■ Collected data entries
# # # # # # #

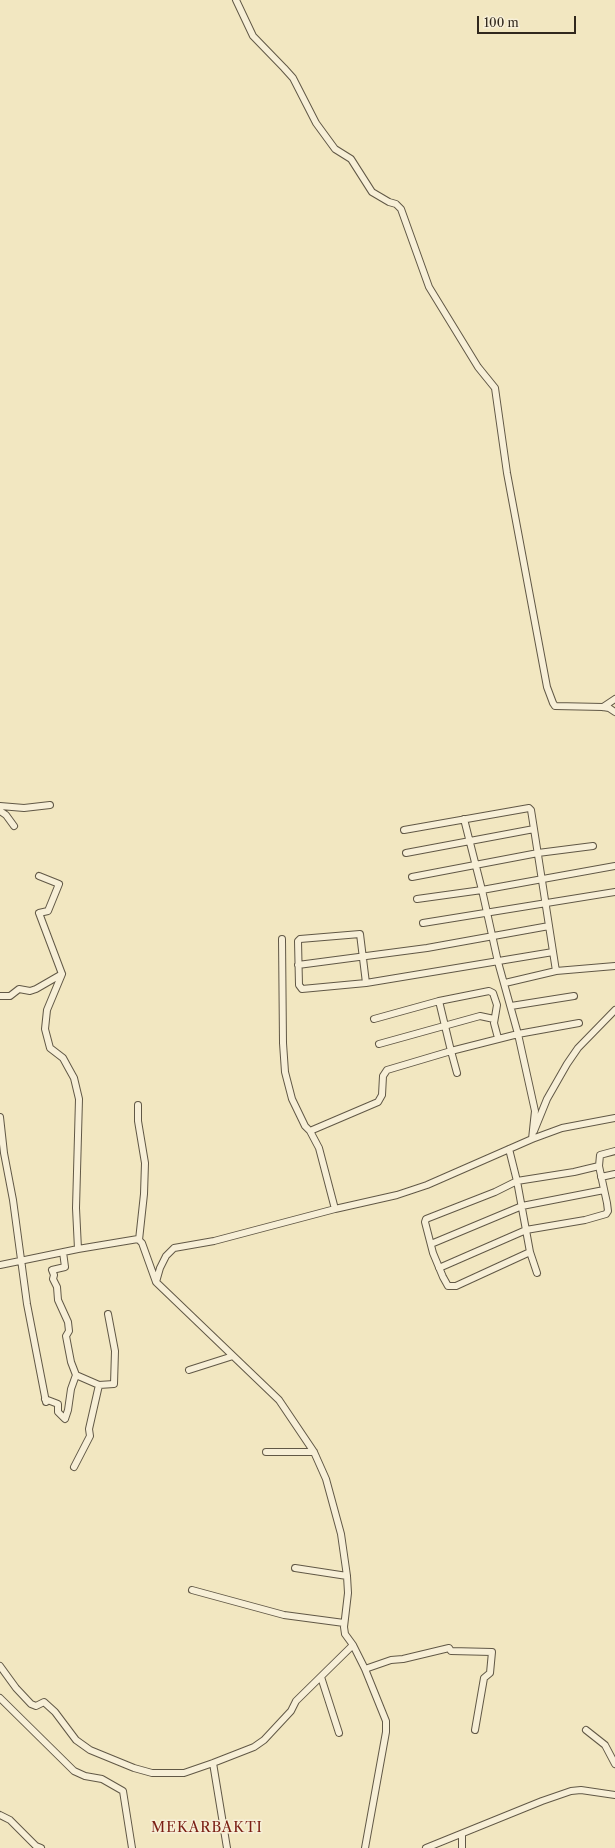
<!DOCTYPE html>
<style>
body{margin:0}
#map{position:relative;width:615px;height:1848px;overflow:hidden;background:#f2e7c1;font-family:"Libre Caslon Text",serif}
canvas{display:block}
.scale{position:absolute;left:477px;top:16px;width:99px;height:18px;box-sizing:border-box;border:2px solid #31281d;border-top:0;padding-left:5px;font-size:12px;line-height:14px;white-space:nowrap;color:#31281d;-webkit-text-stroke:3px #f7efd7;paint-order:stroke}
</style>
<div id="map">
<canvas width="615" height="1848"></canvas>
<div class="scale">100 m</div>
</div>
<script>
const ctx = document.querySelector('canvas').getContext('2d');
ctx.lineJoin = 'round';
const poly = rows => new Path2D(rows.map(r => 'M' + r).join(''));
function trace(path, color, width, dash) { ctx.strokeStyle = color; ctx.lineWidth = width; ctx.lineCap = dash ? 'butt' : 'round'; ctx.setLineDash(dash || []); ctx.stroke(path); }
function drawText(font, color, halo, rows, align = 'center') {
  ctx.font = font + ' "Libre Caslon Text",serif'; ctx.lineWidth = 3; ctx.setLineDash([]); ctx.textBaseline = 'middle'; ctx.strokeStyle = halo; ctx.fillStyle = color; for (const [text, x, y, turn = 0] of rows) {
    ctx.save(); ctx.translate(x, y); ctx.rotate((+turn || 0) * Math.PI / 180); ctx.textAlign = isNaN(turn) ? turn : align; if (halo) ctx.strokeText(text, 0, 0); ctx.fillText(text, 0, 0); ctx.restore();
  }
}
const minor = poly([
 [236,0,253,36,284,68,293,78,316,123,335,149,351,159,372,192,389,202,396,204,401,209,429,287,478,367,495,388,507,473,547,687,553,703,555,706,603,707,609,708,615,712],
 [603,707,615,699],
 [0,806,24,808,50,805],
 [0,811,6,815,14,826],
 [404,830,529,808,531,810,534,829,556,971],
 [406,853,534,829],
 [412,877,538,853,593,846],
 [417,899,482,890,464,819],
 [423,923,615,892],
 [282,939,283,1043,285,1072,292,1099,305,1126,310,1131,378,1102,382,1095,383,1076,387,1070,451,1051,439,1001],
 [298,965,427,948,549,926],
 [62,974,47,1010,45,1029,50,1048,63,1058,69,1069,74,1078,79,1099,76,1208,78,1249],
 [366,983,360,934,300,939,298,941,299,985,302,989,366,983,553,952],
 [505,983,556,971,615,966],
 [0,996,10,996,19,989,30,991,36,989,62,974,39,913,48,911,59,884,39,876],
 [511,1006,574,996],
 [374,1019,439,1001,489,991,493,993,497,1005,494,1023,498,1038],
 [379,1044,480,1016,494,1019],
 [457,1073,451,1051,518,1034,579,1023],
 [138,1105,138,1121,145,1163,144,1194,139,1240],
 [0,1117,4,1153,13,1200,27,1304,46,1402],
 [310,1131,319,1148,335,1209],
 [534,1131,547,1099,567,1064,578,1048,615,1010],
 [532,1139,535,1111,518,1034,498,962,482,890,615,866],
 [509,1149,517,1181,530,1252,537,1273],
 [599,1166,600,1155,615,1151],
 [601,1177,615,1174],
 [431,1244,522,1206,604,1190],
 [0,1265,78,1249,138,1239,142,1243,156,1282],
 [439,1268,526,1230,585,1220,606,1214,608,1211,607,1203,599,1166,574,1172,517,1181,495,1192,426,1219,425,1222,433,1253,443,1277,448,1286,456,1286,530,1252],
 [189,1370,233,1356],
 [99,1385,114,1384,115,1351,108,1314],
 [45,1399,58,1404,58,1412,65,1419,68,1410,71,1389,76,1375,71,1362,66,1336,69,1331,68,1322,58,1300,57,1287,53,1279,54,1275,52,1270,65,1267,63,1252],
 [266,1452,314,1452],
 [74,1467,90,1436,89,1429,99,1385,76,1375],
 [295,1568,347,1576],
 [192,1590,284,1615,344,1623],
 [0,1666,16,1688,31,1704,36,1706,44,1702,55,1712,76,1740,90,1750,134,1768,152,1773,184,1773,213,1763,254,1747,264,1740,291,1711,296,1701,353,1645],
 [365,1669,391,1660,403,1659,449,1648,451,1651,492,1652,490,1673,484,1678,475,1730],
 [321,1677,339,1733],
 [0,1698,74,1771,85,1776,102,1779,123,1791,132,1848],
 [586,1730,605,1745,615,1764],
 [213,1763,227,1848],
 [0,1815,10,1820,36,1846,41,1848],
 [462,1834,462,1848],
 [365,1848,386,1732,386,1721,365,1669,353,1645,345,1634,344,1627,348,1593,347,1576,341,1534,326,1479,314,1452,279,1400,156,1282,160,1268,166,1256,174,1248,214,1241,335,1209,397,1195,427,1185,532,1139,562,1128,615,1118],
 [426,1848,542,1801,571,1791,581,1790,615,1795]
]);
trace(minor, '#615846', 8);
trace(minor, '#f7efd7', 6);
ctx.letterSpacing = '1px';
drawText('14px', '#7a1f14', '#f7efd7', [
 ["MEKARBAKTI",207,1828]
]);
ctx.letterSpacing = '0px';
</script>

# # # # # # #

■ What to do
Search the entries above for the string "function". Copy each line in which it appears.

■ Output of the task
function trace(path, color, width, dash) { ctx.strokeStyle = color; ctx.lineWidth = width; ctx.lineCap = dash ? 'butt' : 'round'; ctx.setLineDash(dash || []); ctx.stroke(path); }
function drawText(font, color, halo, rows, align = 'center') {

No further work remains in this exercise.